• [Extracted entries]
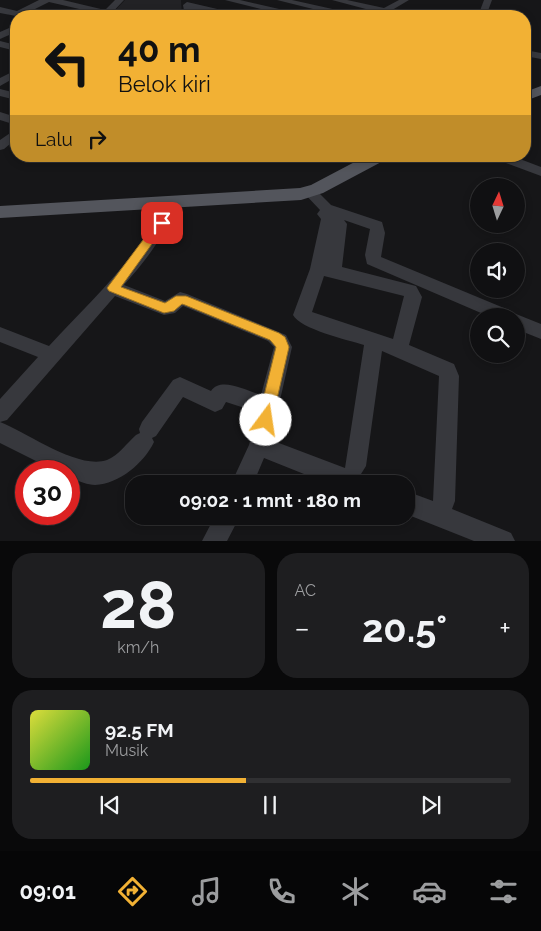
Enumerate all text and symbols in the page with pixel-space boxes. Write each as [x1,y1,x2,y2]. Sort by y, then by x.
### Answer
text: 40 m [118,29,200,70]
icon: left [35,30,100,95]
text: Belok kiri [118,71,211,97]
icon: right [83,125,111,153]
text: Lalu [35,128,73,150]
north arrow [470,178,525,232]
map controls [470,178,525,363]
pin [141,202,183,244]
icon: arrive [148,209,176,237]
button: sound [470,243,525,298]
button: search [470,308,525,363]
position arrow [239,393,291,445]
speed limit sign: 30 [15,460,80,525]
text: 09:02 · 1 mnt · 180 m [179,489,361,511]
text: 28 [100,567,176,643]
text: AC [295,581,316,600]
text: 20.5° [362,606,447,651]
text: − [295,612,310,645]
text: + [499,612,511,645]
text: km/h [117,638,159,657]
text: 92.5 FM [105,719,174,741]
text: Musik [105,741,148,760]
icon: previous [96,791,124,819]
icon: pause [256,791,284,819]
icon: next [417,791,445,819]
icon: directions [115,874,150,909]
icon: music [189,874,224,909]
icon: phone [264,874,299,909]
icon: climate [338,874,373,909]
icon: car [412,874,447,909]
icon: filters [486,874,521,909]
text: 09:01 [20,878,76,904]

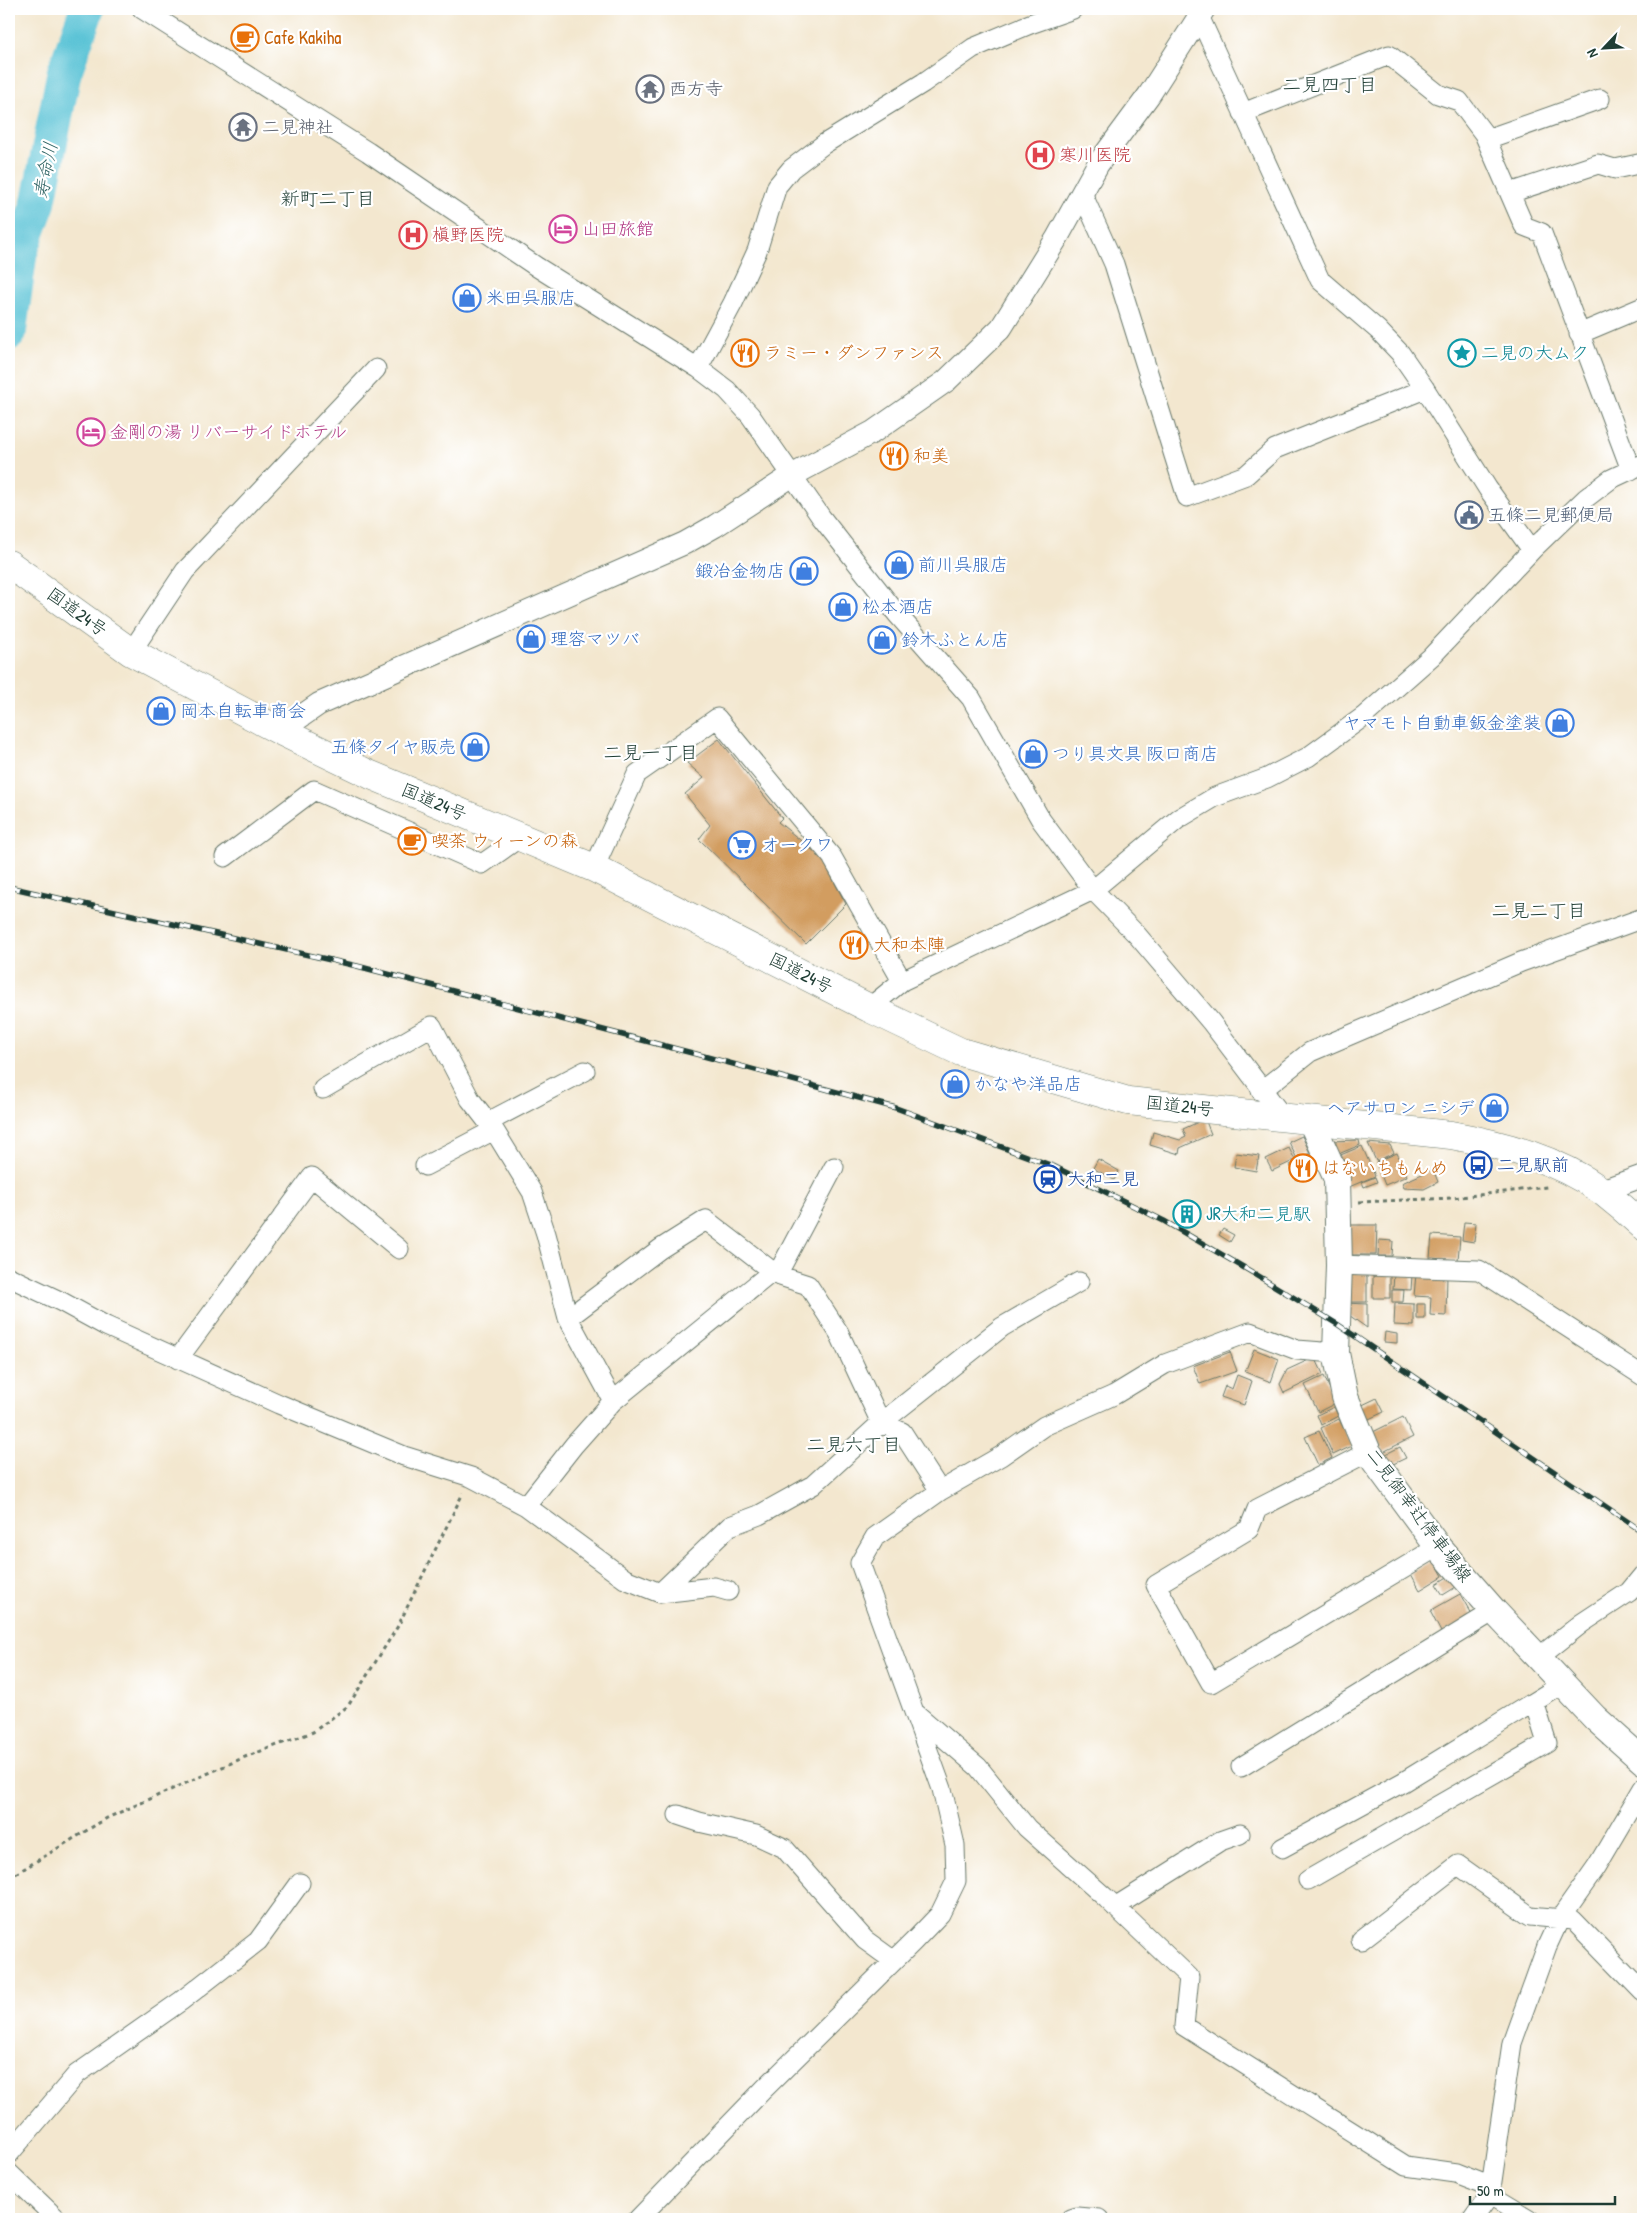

• [Task item]
Extract every line of the data exactly; pictures stay out.

• [Exercise output]
Enumerate all text and symbols in the page with pixel-space boxes. Write each as [x1,y1,x2,y2]. Sort by y, then by x.
### Answer
text: 40 m [118,29,200,70]
icon: left [35,30,100,95]
text: Belok kiri [118,71,211,97]
icon: right [83,125,111,153]
text: Lalu [35,128,73,150]
north arrow [470,178,525,232]
map controls [470,178,525,363]
pin [141,202,183,244]
icon: arrive [148,209,176,237]
button: sound [470,243,525,298]
button: search [470,308,525,363]
position arrow [239,393,291,445]
speed limit sign: 30 [15,460,80,525]
text: 09:02 · 1 mnt · 180 m [179,489,361,511]
text: 28 [100,567,176,643]
text: AC [295,581,316,600]
text: 20.5° [362,606,447,651]
text: − [295,612,310,645]
text: + [499,612,511,645]
text: km/h [117,638,159,657]
text: 92.5 FM [105,719,174,741]
text: Musik [105,741,148,760]
icon: previous [96,791,124,819]
icon: pause [256,791,284,819]
icon: next [417,791,445,819]
icon: directions [115,874,150,909]
icon: music [189,874,224,909]
icon: phone [264,874,299,909]
icon: climate [338,874,373,909]
icon: car [412,874,447,909]
icon: filters [486,874,521,909]
text: 09:01 [20,878,76,904]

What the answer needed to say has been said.